• _TASK INSTRUCTIONS_
The answer must be every line of the records below that contains the word "stream", copied out.

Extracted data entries
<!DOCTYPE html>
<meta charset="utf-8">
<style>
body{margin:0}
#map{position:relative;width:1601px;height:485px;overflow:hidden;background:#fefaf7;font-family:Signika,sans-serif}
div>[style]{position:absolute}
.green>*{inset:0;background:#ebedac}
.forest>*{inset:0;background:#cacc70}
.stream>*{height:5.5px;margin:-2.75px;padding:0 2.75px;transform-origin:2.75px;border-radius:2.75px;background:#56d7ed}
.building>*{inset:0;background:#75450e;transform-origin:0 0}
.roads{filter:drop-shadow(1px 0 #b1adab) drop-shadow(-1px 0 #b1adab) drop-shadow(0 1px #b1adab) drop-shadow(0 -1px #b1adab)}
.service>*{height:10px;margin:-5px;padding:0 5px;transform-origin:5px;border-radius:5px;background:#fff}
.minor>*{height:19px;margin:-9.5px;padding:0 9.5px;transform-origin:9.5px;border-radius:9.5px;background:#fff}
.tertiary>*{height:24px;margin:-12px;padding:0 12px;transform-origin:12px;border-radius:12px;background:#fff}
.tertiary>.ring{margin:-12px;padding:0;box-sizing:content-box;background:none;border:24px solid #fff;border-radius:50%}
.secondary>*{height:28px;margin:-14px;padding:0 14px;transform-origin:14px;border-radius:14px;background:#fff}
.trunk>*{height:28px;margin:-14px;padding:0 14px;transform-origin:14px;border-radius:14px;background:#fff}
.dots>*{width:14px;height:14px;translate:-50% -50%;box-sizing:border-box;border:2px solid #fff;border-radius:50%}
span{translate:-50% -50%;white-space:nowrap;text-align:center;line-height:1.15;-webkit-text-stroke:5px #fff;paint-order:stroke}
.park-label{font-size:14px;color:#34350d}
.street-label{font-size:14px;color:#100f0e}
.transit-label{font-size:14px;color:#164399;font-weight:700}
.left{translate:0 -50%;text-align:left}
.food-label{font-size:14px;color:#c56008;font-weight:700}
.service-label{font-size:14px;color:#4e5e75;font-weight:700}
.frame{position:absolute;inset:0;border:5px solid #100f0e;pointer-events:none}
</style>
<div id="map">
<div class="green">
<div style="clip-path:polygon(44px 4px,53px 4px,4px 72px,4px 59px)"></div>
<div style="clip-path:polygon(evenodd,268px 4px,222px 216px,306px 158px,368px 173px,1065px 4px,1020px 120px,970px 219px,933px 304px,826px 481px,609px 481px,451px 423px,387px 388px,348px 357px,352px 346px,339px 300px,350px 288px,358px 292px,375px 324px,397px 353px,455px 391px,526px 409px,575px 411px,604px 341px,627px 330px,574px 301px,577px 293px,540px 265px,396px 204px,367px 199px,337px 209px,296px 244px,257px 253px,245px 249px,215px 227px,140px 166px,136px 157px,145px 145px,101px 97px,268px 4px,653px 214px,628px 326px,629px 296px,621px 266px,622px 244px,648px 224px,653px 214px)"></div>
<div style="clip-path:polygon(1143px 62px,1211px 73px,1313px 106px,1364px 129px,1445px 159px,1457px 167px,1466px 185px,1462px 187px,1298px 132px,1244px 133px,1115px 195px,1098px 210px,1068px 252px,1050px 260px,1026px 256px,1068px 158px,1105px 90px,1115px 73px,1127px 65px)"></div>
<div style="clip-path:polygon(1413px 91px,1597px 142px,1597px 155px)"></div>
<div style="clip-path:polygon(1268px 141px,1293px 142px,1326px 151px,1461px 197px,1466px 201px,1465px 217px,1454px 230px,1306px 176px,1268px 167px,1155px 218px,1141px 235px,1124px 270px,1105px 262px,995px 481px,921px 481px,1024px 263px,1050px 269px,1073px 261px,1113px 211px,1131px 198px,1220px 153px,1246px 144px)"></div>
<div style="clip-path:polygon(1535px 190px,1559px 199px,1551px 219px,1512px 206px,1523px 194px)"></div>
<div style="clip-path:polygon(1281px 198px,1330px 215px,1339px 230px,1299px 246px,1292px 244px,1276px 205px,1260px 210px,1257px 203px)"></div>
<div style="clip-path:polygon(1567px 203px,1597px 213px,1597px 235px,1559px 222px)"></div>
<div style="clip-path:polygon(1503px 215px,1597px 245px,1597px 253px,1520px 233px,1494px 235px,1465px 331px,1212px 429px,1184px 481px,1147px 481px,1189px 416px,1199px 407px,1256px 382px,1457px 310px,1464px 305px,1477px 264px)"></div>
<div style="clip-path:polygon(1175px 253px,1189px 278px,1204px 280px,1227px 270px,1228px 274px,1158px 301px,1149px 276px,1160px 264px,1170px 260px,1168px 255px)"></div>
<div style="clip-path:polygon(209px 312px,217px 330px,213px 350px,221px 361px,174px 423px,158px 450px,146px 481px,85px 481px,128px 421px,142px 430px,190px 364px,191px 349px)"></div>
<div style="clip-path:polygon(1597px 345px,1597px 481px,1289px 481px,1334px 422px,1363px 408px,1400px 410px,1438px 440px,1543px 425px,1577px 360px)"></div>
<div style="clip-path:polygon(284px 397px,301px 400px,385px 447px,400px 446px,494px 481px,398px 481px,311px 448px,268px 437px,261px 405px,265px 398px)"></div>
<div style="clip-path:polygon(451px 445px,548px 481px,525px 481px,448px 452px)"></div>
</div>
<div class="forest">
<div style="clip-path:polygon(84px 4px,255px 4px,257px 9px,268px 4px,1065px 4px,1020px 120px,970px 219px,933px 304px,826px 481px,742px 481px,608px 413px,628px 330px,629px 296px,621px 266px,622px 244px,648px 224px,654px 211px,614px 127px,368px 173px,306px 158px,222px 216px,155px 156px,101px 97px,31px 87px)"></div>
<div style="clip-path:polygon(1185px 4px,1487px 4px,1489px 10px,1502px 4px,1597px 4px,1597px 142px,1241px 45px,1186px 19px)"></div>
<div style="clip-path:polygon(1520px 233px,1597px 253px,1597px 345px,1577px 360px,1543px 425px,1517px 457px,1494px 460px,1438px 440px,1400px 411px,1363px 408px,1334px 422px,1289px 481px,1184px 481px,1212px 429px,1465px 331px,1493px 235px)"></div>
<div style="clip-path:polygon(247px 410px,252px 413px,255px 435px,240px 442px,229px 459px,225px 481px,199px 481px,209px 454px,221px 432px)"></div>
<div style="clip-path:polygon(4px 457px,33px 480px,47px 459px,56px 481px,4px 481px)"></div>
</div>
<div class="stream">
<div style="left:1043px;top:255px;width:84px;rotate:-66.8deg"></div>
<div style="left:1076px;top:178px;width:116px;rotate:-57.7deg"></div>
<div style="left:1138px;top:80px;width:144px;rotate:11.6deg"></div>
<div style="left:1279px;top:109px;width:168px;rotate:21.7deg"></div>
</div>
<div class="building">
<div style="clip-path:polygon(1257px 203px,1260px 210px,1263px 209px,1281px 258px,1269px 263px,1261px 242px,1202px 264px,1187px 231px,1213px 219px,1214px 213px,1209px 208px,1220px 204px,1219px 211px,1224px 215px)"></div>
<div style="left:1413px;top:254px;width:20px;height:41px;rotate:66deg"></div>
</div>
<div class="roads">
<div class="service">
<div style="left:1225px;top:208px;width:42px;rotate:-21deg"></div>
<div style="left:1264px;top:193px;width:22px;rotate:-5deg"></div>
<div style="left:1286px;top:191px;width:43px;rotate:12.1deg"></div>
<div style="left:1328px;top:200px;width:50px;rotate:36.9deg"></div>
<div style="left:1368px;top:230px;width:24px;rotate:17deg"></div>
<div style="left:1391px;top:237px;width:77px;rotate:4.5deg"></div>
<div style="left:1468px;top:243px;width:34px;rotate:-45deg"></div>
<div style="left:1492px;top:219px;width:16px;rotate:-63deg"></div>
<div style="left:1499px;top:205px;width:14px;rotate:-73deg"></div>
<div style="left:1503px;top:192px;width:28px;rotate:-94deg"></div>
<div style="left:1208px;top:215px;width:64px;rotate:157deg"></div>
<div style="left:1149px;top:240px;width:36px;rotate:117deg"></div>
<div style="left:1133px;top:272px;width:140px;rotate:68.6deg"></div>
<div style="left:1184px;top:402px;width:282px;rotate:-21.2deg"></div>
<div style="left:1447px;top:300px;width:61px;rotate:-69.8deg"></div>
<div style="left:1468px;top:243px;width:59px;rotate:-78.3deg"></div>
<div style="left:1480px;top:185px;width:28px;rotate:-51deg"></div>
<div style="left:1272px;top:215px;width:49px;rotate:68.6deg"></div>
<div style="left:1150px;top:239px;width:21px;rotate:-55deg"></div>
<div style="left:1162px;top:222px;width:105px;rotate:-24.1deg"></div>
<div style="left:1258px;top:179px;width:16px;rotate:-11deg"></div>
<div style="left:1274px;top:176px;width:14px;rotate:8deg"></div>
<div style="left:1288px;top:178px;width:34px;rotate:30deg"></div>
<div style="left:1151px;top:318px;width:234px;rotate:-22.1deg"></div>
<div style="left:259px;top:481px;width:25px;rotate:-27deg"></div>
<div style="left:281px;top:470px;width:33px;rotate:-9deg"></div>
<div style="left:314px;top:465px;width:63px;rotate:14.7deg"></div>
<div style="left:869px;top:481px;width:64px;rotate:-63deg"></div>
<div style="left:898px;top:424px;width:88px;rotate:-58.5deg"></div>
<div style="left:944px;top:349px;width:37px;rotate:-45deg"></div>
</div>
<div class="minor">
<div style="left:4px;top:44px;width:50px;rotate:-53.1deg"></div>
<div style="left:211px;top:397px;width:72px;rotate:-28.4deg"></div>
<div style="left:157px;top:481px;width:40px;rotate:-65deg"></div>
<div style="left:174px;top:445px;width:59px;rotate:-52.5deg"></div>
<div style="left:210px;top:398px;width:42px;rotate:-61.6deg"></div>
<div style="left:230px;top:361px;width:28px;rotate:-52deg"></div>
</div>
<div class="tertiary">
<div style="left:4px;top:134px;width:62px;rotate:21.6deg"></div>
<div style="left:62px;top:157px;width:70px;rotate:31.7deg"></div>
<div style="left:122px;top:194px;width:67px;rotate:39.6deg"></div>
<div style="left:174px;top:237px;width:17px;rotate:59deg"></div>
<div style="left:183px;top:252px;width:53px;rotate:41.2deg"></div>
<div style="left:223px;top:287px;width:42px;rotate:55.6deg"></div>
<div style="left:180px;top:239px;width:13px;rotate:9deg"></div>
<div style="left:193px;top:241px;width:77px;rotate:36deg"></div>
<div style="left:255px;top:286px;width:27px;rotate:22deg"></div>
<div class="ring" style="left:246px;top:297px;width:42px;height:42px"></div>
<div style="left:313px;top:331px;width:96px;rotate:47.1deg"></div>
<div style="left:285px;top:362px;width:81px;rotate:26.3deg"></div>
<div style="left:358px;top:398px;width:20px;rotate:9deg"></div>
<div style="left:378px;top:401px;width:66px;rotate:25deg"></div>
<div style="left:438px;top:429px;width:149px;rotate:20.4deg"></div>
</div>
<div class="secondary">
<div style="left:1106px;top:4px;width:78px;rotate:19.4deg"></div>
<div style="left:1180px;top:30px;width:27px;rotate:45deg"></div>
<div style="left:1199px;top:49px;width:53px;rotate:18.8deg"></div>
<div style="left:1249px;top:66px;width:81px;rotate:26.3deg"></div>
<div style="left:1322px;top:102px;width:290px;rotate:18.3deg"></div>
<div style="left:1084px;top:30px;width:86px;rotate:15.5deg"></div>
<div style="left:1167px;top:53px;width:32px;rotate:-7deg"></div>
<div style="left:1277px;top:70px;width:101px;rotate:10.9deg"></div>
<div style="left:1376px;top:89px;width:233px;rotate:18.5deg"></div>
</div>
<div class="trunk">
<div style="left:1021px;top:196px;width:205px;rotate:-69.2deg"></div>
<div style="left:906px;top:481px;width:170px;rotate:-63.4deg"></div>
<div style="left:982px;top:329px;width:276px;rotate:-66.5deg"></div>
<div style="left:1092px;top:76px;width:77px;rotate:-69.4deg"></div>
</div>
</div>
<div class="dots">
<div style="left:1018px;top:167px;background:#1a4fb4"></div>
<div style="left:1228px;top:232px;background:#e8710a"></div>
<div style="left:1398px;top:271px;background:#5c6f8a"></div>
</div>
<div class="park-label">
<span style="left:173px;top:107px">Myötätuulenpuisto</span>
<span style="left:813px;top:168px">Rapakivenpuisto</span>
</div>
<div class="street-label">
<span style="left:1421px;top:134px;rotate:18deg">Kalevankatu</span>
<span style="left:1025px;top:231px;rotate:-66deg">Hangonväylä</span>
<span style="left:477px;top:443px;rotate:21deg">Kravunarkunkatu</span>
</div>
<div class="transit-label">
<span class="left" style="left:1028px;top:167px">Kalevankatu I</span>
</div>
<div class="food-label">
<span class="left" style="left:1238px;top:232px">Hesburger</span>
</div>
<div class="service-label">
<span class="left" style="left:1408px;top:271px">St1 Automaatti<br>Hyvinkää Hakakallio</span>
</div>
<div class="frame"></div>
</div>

• _EXERCISE RESPONSE_
.stream>*{height:5.5px;margin:-2.75px;padding:0 2.75px;transform-origin:2.75px;border-radius:2.75px;background:#56d7ed}
<div class="stream">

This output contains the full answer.